# What is needed:
Records follow. Select each line holding "positions".

######

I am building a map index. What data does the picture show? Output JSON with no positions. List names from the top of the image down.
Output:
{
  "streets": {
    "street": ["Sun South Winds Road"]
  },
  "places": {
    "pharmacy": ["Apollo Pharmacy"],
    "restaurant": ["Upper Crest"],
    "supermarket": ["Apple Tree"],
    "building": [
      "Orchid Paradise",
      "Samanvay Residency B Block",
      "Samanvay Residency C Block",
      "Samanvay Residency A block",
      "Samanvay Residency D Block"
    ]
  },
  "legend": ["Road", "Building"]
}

######

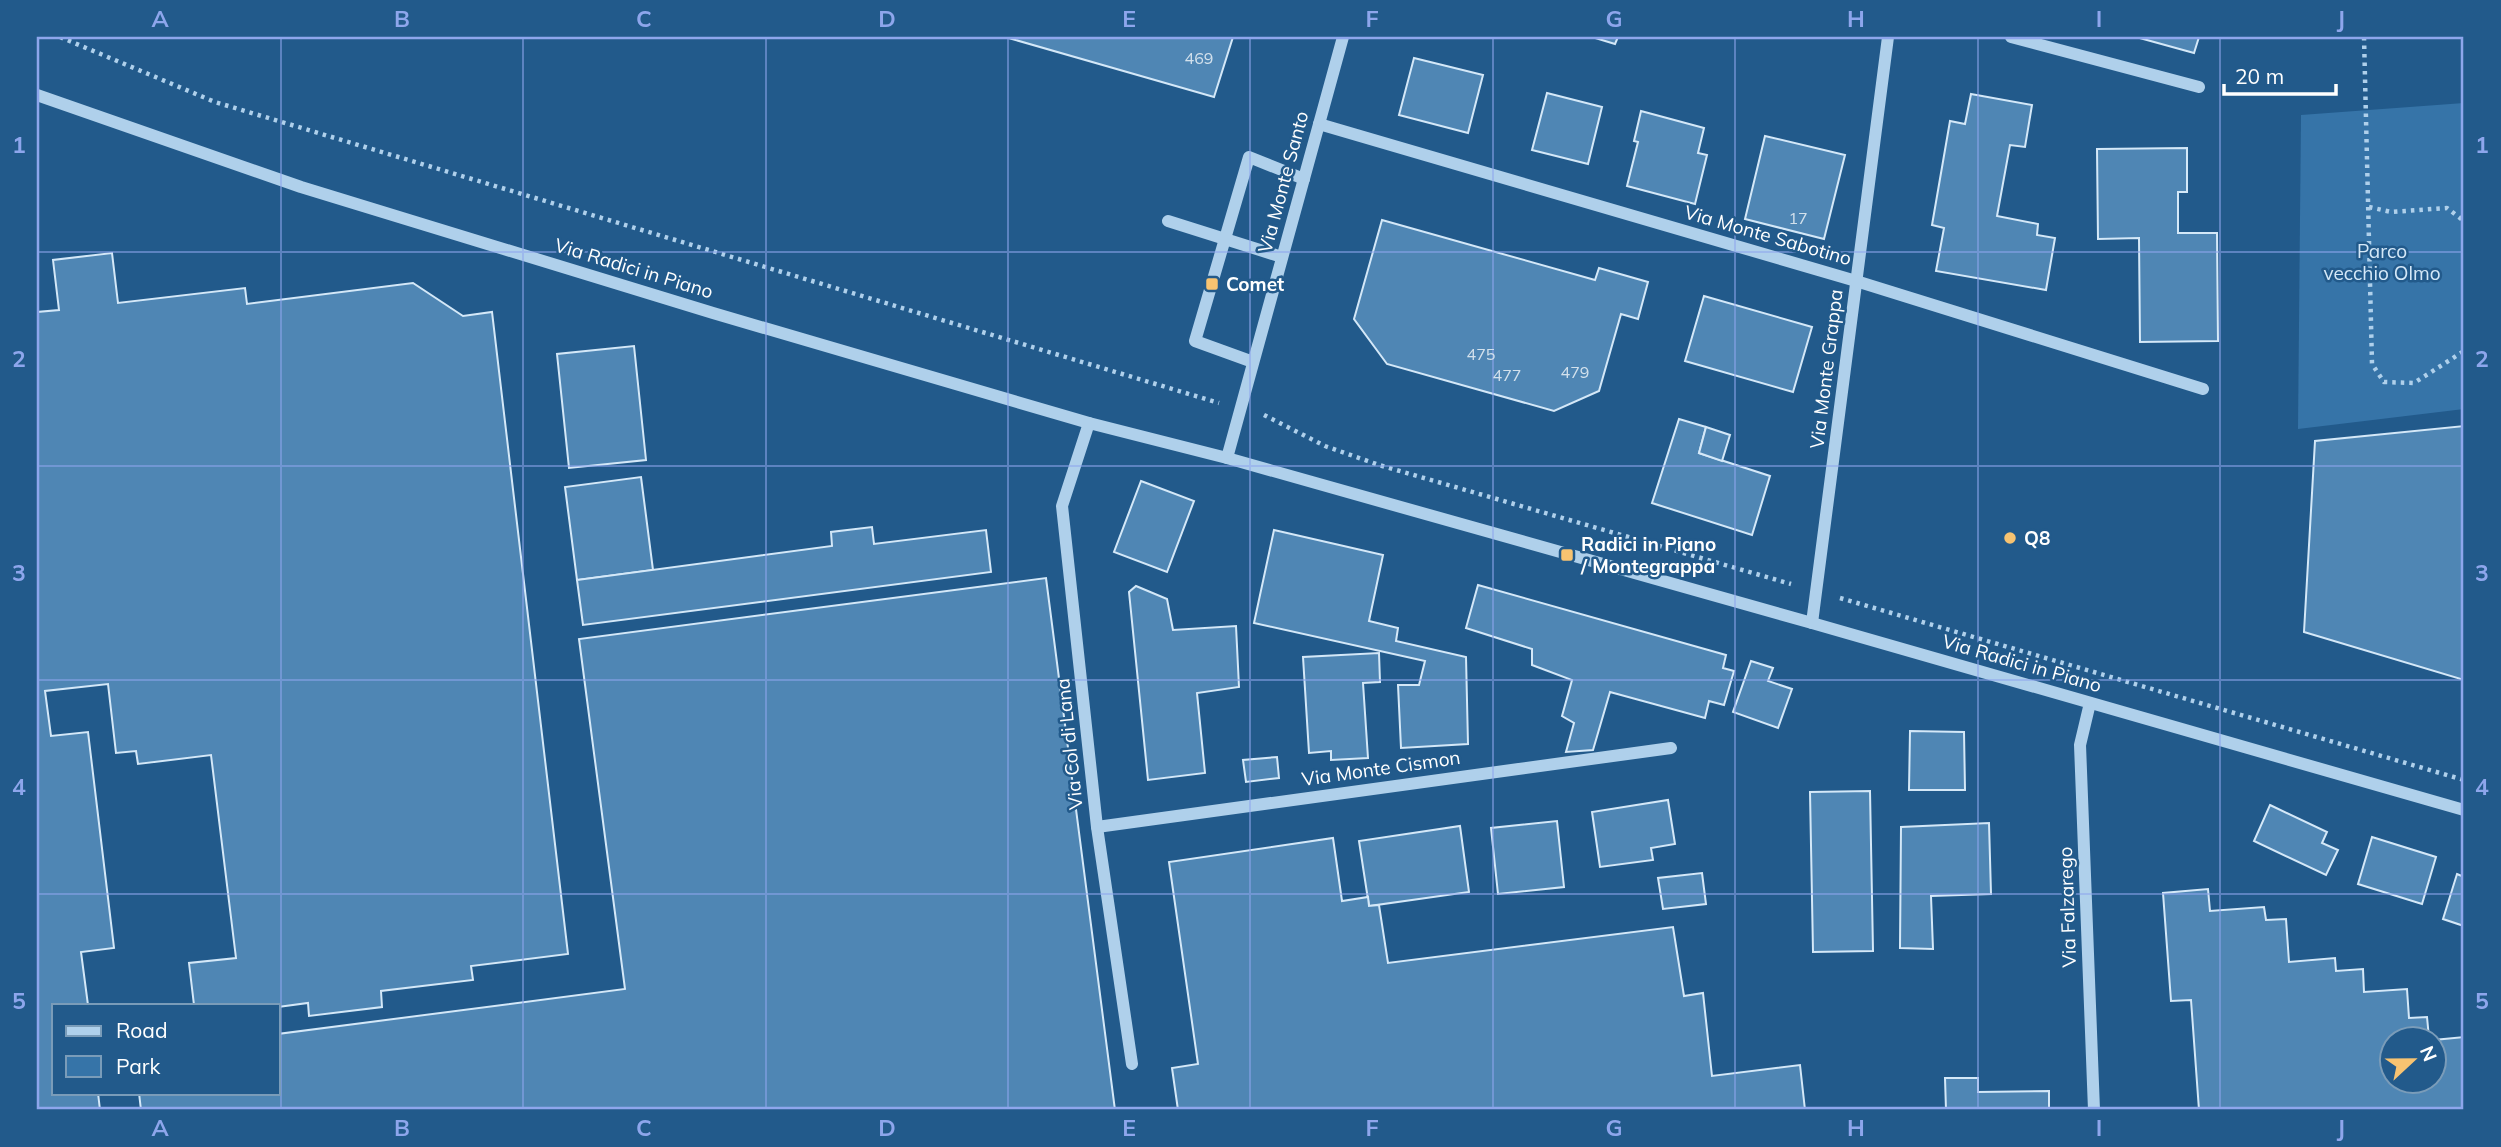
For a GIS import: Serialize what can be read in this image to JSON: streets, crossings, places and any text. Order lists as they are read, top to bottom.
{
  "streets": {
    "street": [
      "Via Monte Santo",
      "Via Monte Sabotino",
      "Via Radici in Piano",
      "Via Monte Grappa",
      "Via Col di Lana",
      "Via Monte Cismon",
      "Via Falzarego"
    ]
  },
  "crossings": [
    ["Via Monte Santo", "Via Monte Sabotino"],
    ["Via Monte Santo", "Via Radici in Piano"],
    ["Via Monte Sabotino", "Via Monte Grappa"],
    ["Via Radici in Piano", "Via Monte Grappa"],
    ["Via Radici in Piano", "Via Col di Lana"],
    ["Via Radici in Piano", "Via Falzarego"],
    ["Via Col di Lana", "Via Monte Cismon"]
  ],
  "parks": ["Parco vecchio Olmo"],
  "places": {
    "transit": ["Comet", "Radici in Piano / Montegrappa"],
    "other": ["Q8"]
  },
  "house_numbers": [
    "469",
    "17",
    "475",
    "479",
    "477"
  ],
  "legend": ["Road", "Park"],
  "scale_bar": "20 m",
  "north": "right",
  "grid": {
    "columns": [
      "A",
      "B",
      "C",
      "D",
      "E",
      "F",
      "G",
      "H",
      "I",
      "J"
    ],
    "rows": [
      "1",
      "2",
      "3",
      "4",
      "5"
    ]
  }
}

######

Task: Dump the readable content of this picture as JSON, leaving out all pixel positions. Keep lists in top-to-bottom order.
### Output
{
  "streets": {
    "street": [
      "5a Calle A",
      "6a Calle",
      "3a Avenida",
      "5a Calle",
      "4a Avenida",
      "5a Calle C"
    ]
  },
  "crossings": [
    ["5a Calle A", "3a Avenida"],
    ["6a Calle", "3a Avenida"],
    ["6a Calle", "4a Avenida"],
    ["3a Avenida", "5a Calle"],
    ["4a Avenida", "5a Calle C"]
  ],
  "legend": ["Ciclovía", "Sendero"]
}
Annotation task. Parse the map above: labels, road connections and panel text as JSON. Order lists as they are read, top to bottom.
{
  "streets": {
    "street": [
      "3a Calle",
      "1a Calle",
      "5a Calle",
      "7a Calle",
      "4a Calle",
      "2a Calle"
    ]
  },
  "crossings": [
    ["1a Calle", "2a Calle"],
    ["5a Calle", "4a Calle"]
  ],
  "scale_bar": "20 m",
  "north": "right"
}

######

# Answer below:
I am building a map index. What data does the picture show? Output JSON with no positions. List names from the top of the image down.
Task: Dump the readable content of this picture as JSON, leaving out all pixel positions. Keep lists in top-to-bottom order.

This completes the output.